In the case of 1980's The Shining, it's obvious that Kubrick's movie has achieved greater
cultural resonance than the Stephen King bestseller it's based on. The image of Jack
Nicholson axing through a splintered door and snarling "Heeeeere's Johnny!" is
an all-time highlight of cinematic horror. A 1997 TV miniseries followed King's book more
closely, but it pales in comparison to the chilling effect of Kubrick's interpretation.

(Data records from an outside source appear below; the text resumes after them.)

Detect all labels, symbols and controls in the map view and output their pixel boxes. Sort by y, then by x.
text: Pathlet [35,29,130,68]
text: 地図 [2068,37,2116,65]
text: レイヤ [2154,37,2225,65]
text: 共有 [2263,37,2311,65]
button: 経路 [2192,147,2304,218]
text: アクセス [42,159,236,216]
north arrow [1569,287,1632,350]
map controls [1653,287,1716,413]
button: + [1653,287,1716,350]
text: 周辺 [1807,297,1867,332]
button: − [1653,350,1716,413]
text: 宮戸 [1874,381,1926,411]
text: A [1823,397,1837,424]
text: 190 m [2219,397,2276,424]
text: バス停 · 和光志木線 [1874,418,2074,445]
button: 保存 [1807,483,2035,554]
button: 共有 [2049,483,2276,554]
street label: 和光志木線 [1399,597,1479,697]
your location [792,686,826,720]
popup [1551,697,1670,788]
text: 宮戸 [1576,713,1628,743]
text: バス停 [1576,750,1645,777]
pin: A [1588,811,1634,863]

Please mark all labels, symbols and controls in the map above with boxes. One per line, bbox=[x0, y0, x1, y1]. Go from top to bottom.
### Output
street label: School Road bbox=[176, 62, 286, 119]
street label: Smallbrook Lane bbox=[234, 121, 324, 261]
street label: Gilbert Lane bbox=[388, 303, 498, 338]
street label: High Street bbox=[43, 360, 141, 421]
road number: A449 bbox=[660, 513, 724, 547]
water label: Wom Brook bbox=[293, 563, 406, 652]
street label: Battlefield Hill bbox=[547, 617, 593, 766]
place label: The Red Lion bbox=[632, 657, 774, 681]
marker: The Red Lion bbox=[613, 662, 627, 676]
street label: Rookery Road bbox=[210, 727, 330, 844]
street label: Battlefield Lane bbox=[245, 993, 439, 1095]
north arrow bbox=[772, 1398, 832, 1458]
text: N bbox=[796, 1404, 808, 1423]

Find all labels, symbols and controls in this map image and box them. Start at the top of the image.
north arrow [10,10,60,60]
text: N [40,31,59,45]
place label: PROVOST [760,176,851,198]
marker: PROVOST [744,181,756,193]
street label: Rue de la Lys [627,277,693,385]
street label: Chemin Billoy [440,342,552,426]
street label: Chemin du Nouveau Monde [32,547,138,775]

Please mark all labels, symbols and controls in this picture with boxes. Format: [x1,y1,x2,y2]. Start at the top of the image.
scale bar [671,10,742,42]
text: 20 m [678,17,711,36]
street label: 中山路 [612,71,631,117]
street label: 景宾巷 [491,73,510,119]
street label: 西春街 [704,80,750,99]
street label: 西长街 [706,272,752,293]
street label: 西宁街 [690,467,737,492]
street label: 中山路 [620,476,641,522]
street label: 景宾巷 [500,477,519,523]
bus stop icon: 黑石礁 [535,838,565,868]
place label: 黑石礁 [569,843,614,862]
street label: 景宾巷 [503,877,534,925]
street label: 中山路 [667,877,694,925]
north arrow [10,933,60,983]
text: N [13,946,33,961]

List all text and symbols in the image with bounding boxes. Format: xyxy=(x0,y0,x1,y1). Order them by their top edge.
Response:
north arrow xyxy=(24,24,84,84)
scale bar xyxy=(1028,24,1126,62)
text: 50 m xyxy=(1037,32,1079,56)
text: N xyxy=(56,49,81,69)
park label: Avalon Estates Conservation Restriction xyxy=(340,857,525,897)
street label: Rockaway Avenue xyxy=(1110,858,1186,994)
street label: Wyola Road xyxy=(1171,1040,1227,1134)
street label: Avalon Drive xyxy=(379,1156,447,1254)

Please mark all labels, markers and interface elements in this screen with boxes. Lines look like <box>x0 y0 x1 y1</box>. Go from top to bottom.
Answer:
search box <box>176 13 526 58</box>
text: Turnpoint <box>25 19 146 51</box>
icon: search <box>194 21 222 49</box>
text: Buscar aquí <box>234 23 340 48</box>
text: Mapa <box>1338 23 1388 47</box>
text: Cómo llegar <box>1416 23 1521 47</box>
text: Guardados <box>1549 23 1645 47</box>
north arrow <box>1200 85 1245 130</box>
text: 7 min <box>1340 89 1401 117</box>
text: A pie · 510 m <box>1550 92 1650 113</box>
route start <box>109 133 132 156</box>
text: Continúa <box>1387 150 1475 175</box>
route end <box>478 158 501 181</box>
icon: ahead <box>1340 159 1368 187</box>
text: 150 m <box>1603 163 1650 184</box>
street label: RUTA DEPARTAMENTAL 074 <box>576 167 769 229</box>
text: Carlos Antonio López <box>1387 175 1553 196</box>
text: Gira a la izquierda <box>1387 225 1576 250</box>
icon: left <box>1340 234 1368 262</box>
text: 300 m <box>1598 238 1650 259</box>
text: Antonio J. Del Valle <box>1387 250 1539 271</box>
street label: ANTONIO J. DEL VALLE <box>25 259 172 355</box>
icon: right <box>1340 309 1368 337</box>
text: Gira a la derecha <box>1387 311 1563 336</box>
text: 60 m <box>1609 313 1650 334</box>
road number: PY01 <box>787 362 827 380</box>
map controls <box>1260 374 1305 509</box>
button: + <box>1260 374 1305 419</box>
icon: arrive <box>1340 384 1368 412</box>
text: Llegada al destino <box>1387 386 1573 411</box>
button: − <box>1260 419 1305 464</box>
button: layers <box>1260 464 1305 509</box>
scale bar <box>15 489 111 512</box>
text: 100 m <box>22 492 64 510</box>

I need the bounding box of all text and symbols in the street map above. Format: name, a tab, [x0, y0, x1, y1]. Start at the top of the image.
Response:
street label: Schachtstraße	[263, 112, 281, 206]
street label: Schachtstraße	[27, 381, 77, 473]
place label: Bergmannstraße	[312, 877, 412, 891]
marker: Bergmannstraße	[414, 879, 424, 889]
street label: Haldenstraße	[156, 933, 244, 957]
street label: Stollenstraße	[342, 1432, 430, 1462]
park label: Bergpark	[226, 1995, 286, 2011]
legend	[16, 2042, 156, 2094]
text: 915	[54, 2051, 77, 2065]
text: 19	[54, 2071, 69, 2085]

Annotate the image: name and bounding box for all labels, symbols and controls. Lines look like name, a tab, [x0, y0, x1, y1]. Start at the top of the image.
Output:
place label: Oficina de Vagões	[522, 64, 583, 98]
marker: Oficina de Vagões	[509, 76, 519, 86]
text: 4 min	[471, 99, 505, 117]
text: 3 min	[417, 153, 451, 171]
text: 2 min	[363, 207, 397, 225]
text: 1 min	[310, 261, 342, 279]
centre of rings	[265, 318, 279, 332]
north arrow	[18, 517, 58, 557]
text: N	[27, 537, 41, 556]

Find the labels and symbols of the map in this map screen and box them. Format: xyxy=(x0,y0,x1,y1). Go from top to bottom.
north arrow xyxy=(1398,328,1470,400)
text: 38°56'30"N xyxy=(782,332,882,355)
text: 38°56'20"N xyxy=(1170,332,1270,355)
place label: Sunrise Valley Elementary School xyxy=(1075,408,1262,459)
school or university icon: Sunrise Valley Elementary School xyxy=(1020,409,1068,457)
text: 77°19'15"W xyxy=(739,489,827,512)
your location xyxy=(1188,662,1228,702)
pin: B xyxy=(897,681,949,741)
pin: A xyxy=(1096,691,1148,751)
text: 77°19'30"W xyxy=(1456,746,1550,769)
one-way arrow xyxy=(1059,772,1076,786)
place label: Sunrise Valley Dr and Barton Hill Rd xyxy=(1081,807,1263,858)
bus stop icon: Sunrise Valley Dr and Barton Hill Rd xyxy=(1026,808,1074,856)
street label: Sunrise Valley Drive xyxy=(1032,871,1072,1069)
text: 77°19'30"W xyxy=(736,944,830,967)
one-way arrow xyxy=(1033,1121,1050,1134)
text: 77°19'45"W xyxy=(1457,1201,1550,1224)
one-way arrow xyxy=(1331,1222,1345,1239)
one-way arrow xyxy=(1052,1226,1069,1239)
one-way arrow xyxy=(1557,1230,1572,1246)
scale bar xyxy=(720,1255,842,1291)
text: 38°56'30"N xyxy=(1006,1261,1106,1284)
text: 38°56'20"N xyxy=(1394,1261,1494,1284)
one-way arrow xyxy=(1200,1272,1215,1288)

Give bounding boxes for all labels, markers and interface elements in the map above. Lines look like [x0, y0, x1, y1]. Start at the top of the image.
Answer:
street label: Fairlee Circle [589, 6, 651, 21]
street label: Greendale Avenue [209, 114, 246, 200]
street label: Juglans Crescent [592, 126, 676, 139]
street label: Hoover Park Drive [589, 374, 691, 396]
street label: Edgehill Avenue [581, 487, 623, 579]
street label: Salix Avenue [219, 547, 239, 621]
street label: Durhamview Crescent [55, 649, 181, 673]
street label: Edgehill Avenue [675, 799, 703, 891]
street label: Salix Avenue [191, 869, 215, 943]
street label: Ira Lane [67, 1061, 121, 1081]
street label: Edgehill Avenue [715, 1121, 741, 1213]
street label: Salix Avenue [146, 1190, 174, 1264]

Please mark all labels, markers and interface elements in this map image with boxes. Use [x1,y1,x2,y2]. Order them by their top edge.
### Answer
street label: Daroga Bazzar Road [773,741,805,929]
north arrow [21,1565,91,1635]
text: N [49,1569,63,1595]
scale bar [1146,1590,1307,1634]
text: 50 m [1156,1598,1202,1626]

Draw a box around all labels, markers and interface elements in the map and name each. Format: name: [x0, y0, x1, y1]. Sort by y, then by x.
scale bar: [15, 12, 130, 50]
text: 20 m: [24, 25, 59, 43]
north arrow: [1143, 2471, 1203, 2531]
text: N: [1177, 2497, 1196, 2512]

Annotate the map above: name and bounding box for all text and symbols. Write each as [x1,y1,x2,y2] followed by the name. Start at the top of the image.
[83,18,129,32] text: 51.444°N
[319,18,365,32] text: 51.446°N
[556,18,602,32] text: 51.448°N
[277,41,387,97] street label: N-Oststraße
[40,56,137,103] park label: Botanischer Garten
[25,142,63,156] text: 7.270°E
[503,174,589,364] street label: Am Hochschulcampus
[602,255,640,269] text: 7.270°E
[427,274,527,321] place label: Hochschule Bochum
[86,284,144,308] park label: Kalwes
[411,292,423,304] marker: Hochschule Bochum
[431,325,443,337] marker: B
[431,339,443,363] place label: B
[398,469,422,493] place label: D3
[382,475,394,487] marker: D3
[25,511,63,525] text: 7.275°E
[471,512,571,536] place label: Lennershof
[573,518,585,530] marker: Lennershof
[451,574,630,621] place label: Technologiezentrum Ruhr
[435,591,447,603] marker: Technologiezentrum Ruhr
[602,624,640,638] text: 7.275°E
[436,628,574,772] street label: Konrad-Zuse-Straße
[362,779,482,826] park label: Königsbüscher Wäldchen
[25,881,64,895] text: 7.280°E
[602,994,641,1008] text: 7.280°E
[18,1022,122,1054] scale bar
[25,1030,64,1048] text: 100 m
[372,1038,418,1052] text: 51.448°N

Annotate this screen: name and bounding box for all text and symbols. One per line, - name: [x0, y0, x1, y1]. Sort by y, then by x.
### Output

It's a grandiose haunted-house tale in which Nicholson takes his wife (Shelley Duvall) and
young son to the secluded Overlook Hotel to serve as off-season caretaker, and proceeds to
suffer a psychological breakdown that can't be attributed to cabin fever alone. The
Overlook has a violent past that echoes throughout the building, and while young Danny
(Danny Lloyd) senses this frightening legacy through the prescient gift of "the
shining," his father deteriorates into a state of homicidal psychosis. Defying the
cheap-shock traditions of 1980's horror, Kubrick chooses instead to emphasize a study of
mental decay and the timeless homicidal impulse; the film's technical innovation (through
astonishing set design and pioneering use of the Steadicam) serves an increasingly
unsettling collision of past and present horrors. It's more of an intellectual horror film
than a conventional fright-fest, but it's still effectively creepy, and as he turns into a
sneering killer, smilin' Jack makes a fine addition to Kubrick's rogue's gallery of
memorable movie psychos.
When Jack Torrance finds a job as a caretaker for an old, abandoned hotel
during the winter, he thinks of it as the perfect place to focus on his writing. Even his
son's misgivings about the move don't deter him. But soon after the Torrances arrive,
strange things start happening... and it looks as if the spooky hotel has a plan of its
own for Jack and his family.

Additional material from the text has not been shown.